### Problem description
Some lines in the listing hold the word "linecap". Return each of them.

### Data supplied
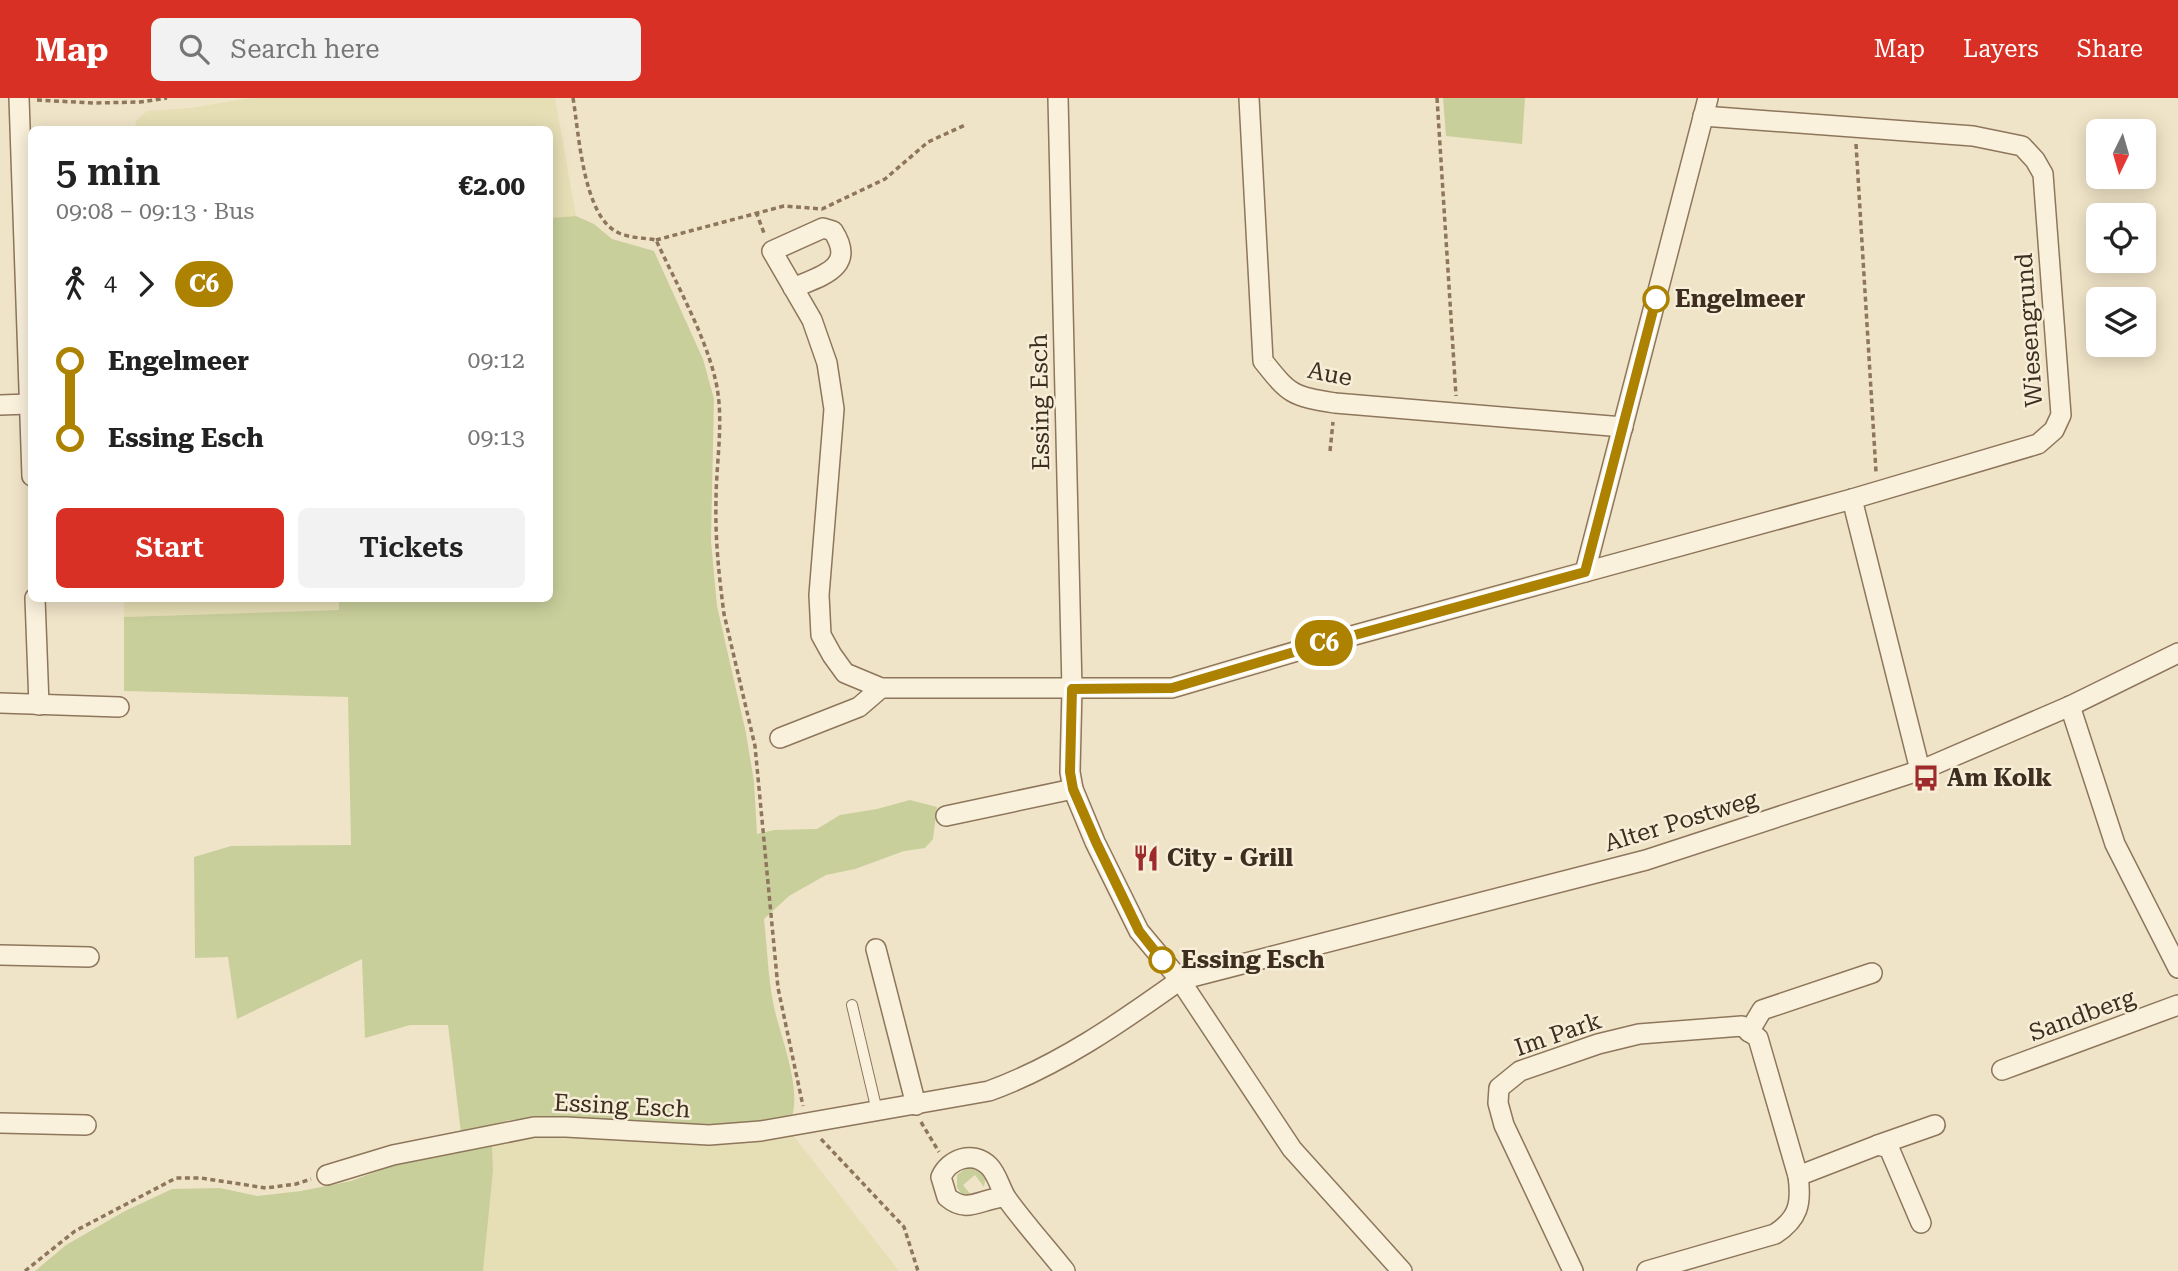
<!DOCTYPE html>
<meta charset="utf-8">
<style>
body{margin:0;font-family:"Roboto Serif",serif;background:#f2f2f2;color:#222;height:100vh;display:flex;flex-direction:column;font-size:26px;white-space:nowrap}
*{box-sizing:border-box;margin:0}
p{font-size:23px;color:#767676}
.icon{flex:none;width:38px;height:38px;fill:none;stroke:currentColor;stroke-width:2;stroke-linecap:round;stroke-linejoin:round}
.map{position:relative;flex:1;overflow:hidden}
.panel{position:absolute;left:28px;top:28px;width:525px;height:476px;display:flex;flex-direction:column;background:#fff;border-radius:10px;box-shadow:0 4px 18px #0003}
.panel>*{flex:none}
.badge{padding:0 14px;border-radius:23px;font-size:24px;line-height:46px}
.needle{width:46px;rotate:185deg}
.controls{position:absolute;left:2086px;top:21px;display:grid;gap:14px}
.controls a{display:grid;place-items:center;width:70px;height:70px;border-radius:10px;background:#fff;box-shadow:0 4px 18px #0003;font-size:35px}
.map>.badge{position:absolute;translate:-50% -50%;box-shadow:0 0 0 4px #fff}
.legs{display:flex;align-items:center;gap:10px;height:77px;padding:0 28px;font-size:23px}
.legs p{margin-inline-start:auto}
.summary{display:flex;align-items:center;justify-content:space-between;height:119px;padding:0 28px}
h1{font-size:38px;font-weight:600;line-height:52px}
.button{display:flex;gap:14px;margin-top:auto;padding:14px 28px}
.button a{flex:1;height:80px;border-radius:10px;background:#d93025;color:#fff;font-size:28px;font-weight:600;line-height:80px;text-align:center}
.button a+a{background:#f2f2f2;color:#222}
ul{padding:0 28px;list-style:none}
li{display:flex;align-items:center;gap:24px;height:77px;font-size:26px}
li i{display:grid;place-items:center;width:10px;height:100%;margin:0 9px;background:currentColor}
li i::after{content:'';width:18px;height:18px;margin:-9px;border:5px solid;border-radius:50%;background:#fff}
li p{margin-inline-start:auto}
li:first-child i{background:linear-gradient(#0000 50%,currentColor 0)}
li:last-child i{background:linear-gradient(currentColor 50%,#0000 0)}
header{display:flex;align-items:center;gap:42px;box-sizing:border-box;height:98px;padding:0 35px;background:#d93025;color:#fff}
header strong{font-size:33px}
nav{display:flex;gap:38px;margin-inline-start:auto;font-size:24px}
.search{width:490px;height:63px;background:#f2f2f2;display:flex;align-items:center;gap:18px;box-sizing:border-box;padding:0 24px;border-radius:10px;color:#767676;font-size:26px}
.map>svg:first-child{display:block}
.farmland{fill:#e6deb5}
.green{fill:#c9cf9b}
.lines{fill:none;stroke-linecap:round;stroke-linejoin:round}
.service-casing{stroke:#8d765c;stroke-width:12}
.minor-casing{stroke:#8d765c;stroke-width:22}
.path{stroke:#8d765c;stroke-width:3.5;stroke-dasharray:5 3.5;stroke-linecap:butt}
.service{stroke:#faf1dc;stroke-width:10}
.minor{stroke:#faf1dc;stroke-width:19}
.line-1-casing{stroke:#fff;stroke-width:16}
.line-1{stroke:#ac8200;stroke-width:10}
.stop-1-dot{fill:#fff;stroke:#ac8200;stroke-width:3.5}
.labels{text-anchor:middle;stroke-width:5;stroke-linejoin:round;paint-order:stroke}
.stop-label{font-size:24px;font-weight:bold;fill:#3d2e20;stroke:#f7eed8;text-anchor:start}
.street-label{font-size:24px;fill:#3d2e20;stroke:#f7eed8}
.poi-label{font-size:24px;font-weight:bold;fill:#3d2e20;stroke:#f7eed8;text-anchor:start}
</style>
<header>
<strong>Map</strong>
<div class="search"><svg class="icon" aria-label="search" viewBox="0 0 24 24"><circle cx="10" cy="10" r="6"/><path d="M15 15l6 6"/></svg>Search here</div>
<nav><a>Map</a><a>Layers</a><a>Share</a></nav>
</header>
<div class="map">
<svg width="2178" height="1173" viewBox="0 0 2178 1173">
<rect width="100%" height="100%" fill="#f0e4c8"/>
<g class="farmland">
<polygon points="251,0 555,0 576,118 550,120 550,32 135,32 136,23 147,13 190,10"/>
<polygon points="124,500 339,501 340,512 124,519"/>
<polygon points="548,1034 682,1044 793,1037 899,1173 483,1173 493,1073 492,1046"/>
</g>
<g class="green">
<polygon points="1443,0 1525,0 1522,46 1446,38"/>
<path d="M 576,118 L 594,126 L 612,141 L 654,153 L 703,261 L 714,301 L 711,443 L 717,508 L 746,635 L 754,684 L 757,736 L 774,732 L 817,731 L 840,717 L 877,711 L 910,702 L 937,709 L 933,741 L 925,750 L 904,753 L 855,771 L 826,777 L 789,798 L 764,821 C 767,848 768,877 773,904 C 779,936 803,990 791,1022 L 731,1032 L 545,1020 L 509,1022 L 461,1035 L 448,927 L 410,927 L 365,940 L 362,861 L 237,921 L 228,859 L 195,860 L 194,759 L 231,748 L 351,747 L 348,599 L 124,593 L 124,519 L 339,512 L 339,500 L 550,500 L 550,120 Z"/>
<polygon points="492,1046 493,1073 483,1173 35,1173 66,1147 125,1113 172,1091 220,1090 257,1098 301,1093 351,1083 399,1065"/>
<polygon points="974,1069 986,1077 984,1089 975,1077 963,1087 972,1098 962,1096 957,1090 957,1077 965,1071"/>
</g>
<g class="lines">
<g class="service-casing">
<polyline id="service" points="852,907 877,1013"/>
</g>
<g class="minor-casing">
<g id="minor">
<polyline points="19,0 32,378"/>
<polyline points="1058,0 1072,591 1070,674 1073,691 1095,744 1139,833 1180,882 1292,1051 1402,1173"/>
<path d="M 1249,0 L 1263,263 C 1290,297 1292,298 1335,305 L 1623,329"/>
<path d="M 793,190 C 821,178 857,170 833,133 L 823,130 L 772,153 L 812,222 L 827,265 L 834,311 L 819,497 L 821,537 L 832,557 L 845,575 L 881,590 L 1172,590 L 1311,549 L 1585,474 L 1708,0"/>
<polyline points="0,307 29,306"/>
<polyline points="1852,401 1920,672"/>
<polyline points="1585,474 1852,401 2038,346 2054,332 2061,317 2043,76 2035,62 2022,48 1973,38 1703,18"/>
<polyline points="35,500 39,607"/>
<polyline points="0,605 119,609"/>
<polyline points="2070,608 2115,746 2178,870"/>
<polyline points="780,640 859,609 881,590"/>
<polyline points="946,718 1073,691"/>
<polyline points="876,851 916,1007"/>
<polyline points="0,857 89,859"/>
<polyline points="1749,934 1762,912 1872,875"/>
<polyline points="2002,972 2178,907"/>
<polyline points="0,1025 86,1027"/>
<path d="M 327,1077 L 393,1057 L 534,1029 L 566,1029 L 709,1037 L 761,1033 L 989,993 C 1058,968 1120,925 1180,882 L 1646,762 L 1924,671 L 2070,608 L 2178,555"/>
<polyline points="1798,1078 1878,1047"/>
<path d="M 1005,1099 C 981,1100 968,1117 947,1099 L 941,1079 C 949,1061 973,1052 989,1068 C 998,1077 1000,1091 1007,1101 C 1025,1126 1046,1149 1065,1173"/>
<polyline points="1921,1125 1889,1050 1878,1047 1935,1027"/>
<path d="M 1573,1173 L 1504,1027 L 1498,1005 L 1499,990 L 1520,973 L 1598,946 L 1639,936 L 1742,928 L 1758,940 L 1798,1078 C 1802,1106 1798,1121 1775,1136 L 1647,1173"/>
</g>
</g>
<g class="path">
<path d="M 573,0 C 579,35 583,120 619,135 C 630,140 645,140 656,142 C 676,185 704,235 715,280 C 725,320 716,363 716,403 C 715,441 719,478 724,516 L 755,648 L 778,890 L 803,1008"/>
<polyline points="1437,0 1456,298"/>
<polyline points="37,2 93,5 140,4 167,0"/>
<polyline points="1856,46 1876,374"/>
<polyline points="756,114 764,135"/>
<polyline points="656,142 784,108 822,111 885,81 928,44 965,27"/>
<polyline points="1330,353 1333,324"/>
<polyline points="921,1024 939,1054"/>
<polyline points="821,1041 904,1129 918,1173"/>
<polyline points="25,1173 75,1133 176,1080 201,1080 266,1090 296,1086 311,1081"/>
</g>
<use href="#service" class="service"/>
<use href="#minor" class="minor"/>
</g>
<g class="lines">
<g class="line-1-casing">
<polyline id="line-1" points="1162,862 1139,833 1096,744 1073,691 1070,674 1072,591 1172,590 1311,549 1585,474 1656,201"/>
</g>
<use href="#line-1" class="line-1"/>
</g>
<defs>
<g id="bus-bare" transform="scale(2.1)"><path d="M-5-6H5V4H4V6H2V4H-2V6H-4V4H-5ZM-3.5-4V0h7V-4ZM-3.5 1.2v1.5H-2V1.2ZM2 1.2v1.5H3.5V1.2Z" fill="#9e2a2b" stroke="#f7eed8" stroke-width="2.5" paint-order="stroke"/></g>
<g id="restaurant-bare" transform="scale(2.1)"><path d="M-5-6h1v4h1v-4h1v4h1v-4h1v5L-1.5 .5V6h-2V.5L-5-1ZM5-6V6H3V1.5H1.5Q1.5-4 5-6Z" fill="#9e2a2b" stroke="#f7eed8" stroke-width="2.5" paint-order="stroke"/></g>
</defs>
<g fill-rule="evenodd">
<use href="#bus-bare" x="1926" y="680"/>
<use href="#restaurant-bare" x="1146" y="760"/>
</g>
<g class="stop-1-dot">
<circle cx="1656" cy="201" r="12"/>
<circle cx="1162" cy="862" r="12"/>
</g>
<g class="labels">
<g class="stop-label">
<text x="1675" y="209">Engelmeer</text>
<text x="1181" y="870">Essing Esch</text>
</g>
<g class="street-label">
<text transform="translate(2029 232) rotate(-94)" y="8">Wiesengrund</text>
<text transform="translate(1330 276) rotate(11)" y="8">Aue</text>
<text transform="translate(1040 304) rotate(-91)" y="8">Essing Esch</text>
<text transform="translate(1681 723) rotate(-17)" y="8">Alter Postweg</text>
<text transform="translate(2082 917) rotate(-20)" y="8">Sandberg</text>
<text transform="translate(1558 936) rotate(-19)" y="8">Im Park</text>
<text transform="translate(622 1008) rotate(3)" y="8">Essing Esch</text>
</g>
<g class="poi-label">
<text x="1947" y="688">Am Kolk</text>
<text x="1167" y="768">City - Grill</text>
</g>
</g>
</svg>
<div class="controls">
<a><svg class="needle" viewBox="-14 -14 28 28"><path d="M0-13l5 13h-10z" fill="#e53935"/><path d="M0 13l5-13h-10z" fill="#767676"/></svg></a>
<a><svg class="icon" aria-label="locate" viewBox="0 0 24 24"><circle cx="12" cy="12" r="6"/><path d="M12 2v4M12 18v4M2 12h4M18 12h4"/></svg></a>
<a><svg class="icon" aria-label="layers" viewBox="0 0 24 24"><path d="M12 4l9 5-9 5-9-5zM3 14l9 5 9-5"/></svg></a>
</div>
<b class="badge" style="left:1324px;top:545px;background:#ac8200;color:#fff">C6</b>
<section class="panel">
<div class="summary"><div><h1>5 min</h1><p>09:08 – 09:13 · Bus</p></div><b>€2.00</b></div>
<div class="legs"><svg class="icon" aria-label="walk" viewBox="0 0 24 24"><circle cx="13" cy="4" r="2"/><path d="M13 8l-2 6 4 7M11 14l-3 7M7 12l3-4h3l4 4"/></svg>4<svg class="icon" aria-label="forward" viewBox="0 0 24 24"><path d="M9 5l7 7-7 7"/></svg><b class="badge" style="background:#ac8200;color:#fff">C6</b></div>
<ul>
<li><i style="color:#ac8200"></i><b>Engelmeer</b><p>09:12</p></li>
<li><i style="color:#ac8200"></i><b>Essing Esch</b><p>09:13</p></li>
</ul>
<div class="button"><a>Start</a><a>Tickets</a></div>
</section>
</div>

### Response below
.icon{flex:none;width:38px;height:38px;fill:none;stroke:currentColor;stroke-width:2;stroke-linecap:round;stroke-linejoin:round}
.lines{fill:none;stroke-linecap:round;stroke-linejoin:round}
.path{stroke:#8d765c;stroke-width:3.5;stroke-dasharray:5 3.5;stroke-linecap:butt}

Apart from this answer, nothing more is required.